4.6.7 Negative Matchers
The matched result can be inverted by prefixing the matcher with the character "-" (minus) or "^" (caret). The caret alternative is necessary for example to distinguish between the value "-10" (minus 10)" or the value "^10" (10 negated).
The negative matcher can be applied to any of the other matchers, albeit some cases won't make much sense – better do a "f.x=>10" than a "f.x=-<=10".
4.7 Modules
Enabling some additional modules will augment or process the event data. Some modules may be enabled by default, whilst others can enabled only on demand by the Consumer, as the additional data may take considerable time to gather and hence should be applied only to a smaller subset of relevant content.

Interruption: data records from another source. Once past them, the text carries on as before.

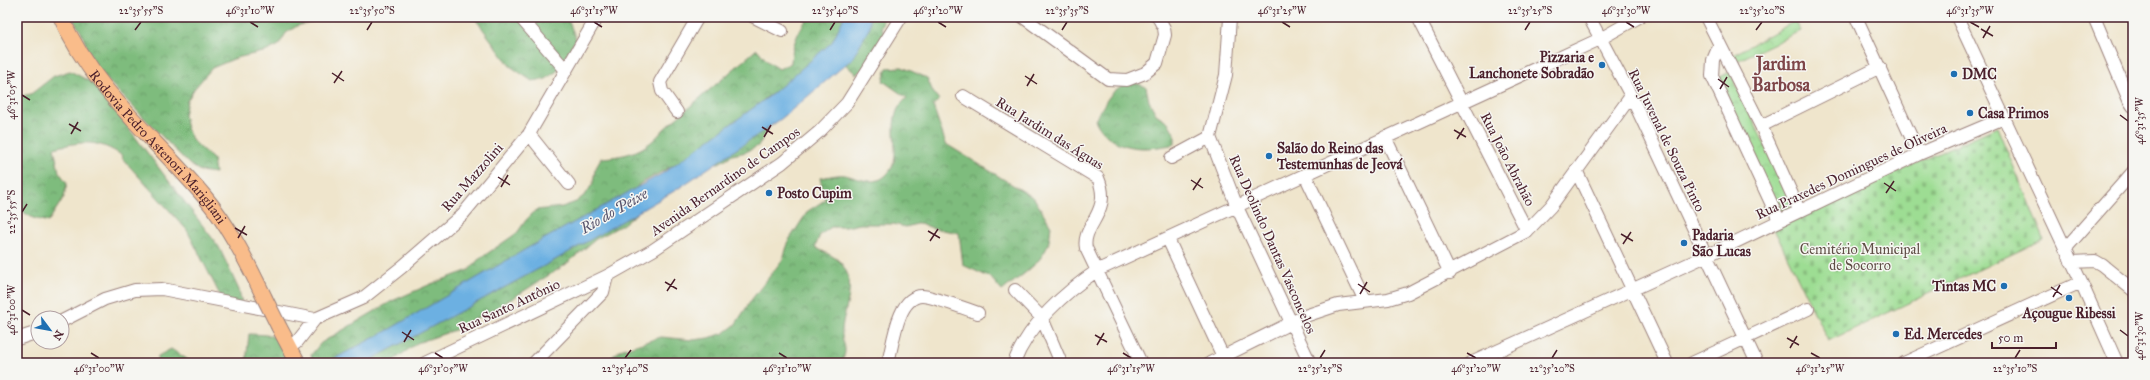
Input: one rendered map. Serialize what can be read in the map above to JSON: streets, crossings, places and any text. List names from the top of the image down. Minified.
{"streets":{"main road":["Rodovia Pedro Astenori Marigliani"],"street":["Rua Jardim das Águas","Rua Juvenal de Souza Pinto","Rua João Abrahão","Rua Praxedes Domingues de Oliveira","Rua Mazzolini","Avenida Bernardino de Campos","Rua Deolindo Dantas Vasconcelos","Rua Santo Antônio"]},"crossings":[["Rua Juvenal de Souza Pinto","Rua Praxedes Domingues de Oliveira"],["Rodovia Pedro Astenori Marigliani","Rua Mazzolini"],["Avenida Bernardino de Campos","Rua Santo Antônio"]],"districts":["Jardim Barbosa"],"water":["Rio do Peixe"],"parks":["Cemitério Municipal de Socorro"],"places":["Pizzaria e Lanchonete Sobradão","DMC","Casa Primos","Salão do Reino das Testemunhas de Jeová","Posto Cupim","Padaria São Lucas","Tintas MC","Açougue Ribessi","Ed. Mercedes"],"scale_bar":"50 m","north":"bottom right","coordinates":["22°35'55\"S","46°31'10\"W","22°35'50\"S","46°31'15\"W","22°35'40\"S","46°31'20\"W","22°35'35\"S","46°31'25\"W","22°35'25\"S","46°31'30\"W","22°35'20\"S","46°31'35\"W","46°31'05\"W","46°31'00\"W","22°35'10\"S"]}
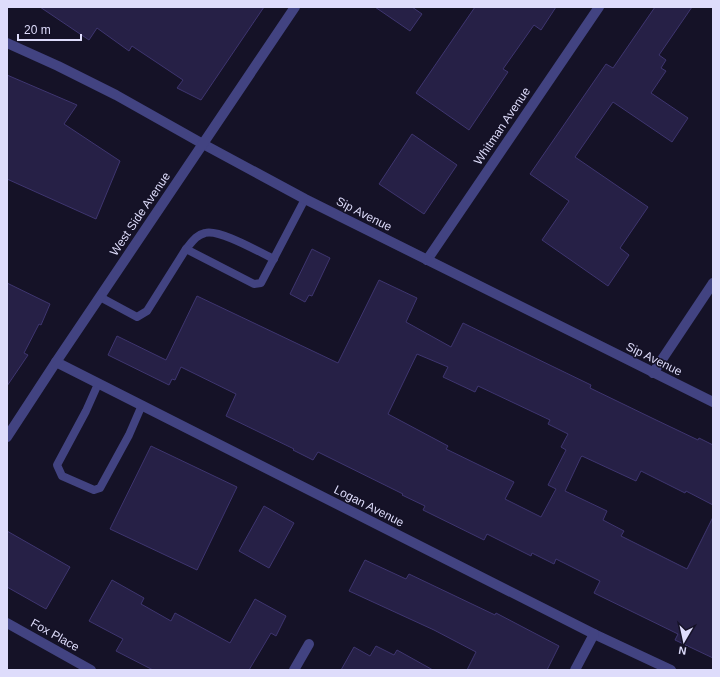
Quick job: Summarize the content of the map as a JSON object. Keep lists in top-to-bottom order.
{
  "streets": {
    "street": [
      "Whitman Avenue",
      "West Side Avenue",
      "Sip Avenue",
      "Logan Avenue",
      "Fox Place"
    ]
  },
  "crossings": [
    ["Whitman Avenue", "Sip Avenue"],
    ["West Side Avenue", "Sip Avenue"],
    ["West Side Avenue", "Logan Avenue"]
  ],
  "scale_bar": "20 m",
  "north": "bottom"
}
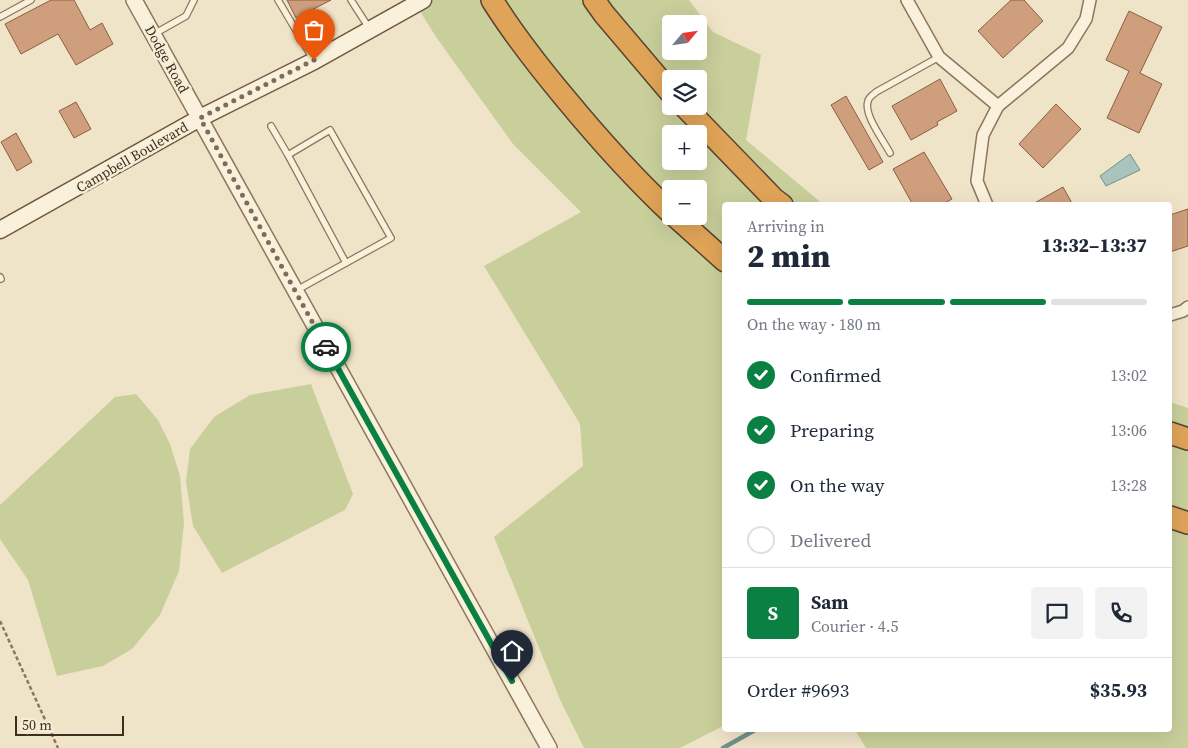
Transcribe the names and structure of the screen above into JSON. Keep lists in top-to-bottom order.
{
  "streets": {
    "main road": ["Campbell Boulevard"],
    "street": ["Dodge Road"]
  },
  "crossings": [
    ["Dodge Road", "Campbell Boulevard"]
  ],
  "scale_bar": "50 m",
  "north": "top right",
  "page": {
    "map_buttons": ["+", "−"],
    "heading": ["2 min", "Arriving in", "13:32–13:37"],
    "panel": [
      "Sam",
      "Courier · 4.5",
      "Order #9693",
      "$35.93"
    ],
    "bar": "On the way · 180 m",
    "list": [
      ["Confirmed", "13:02"],
      ["Preparing", "13:06"],
      ["On the way", "13:28"],
      "Delivered"
    ],
    "round": "S",
    "scale": "50 m"
  }
}
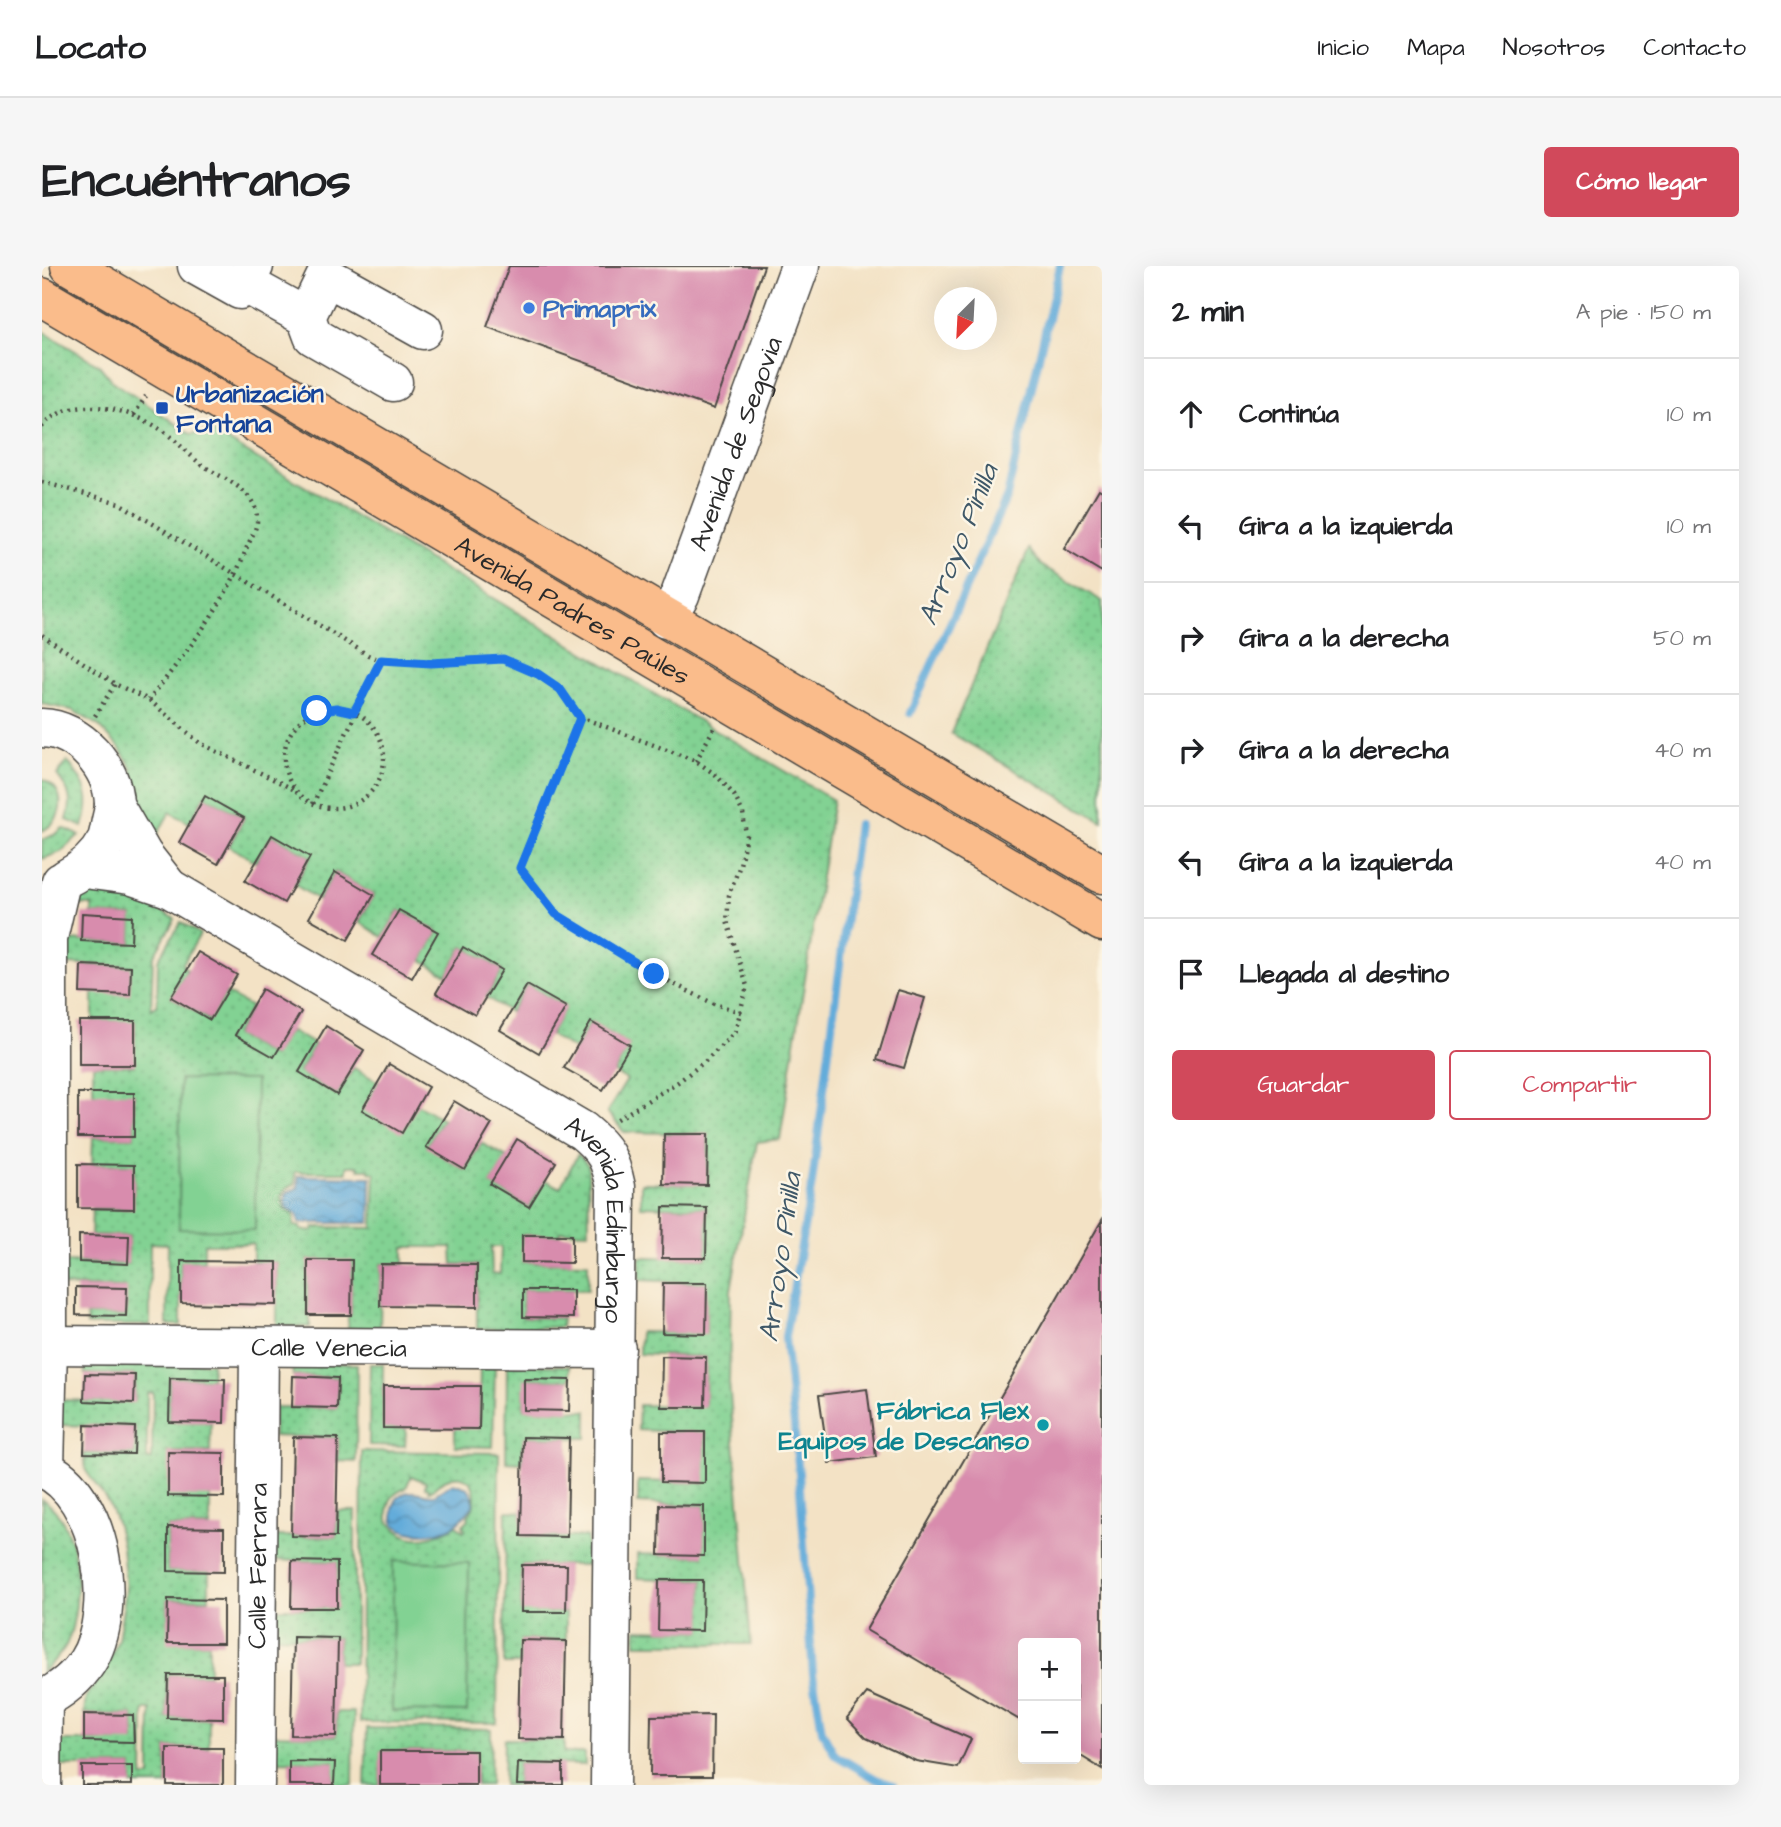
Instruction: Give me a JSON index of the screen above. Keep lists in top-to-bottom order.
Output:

By default, each module will add to the event one or more key/value pairs, with the key composed of an underscore (“_”), the module prefix, plus the path of the augmented data, with dots replaced by underscores.
For example:
{"a":1,"b":{"foo":"1.2.3.4","bar":"foo"},"c":[1,2,3]}
- If a module matches the IP at the field path “b.foo”, there will be a new key “_module_b_foo” with the value corresponding to the module’s data.
When the field contains lists, the same rule of “#x” will reference the item matched. For example:
{"a":1,"b":["foo","1.2.3.4","bar"],"c":[1,2,3]}
- When the same module matches the IP in the middle of the list, there will be a new key “_module_a_b_#2” with the value corresponding to the module’s data.
To enable modules, just pass the parameter “modules=x,y,z”.
To disable an active-by-default module, pass the name of the module prefixed with a minus (“-“), e.g. “modules=x,-y,z”.
Some modules support optional additional features. To enable them, prepend the feature names to the module name, separated by “+”.
Note: Recall a “+” is a %2b if passed over the query-string). Example: "modules=foo+a+b,bar".
Each module specified below may or may not be available, and may or may not be active by default, or even be locked as active, depending on the configuration of the Stream API endpoint.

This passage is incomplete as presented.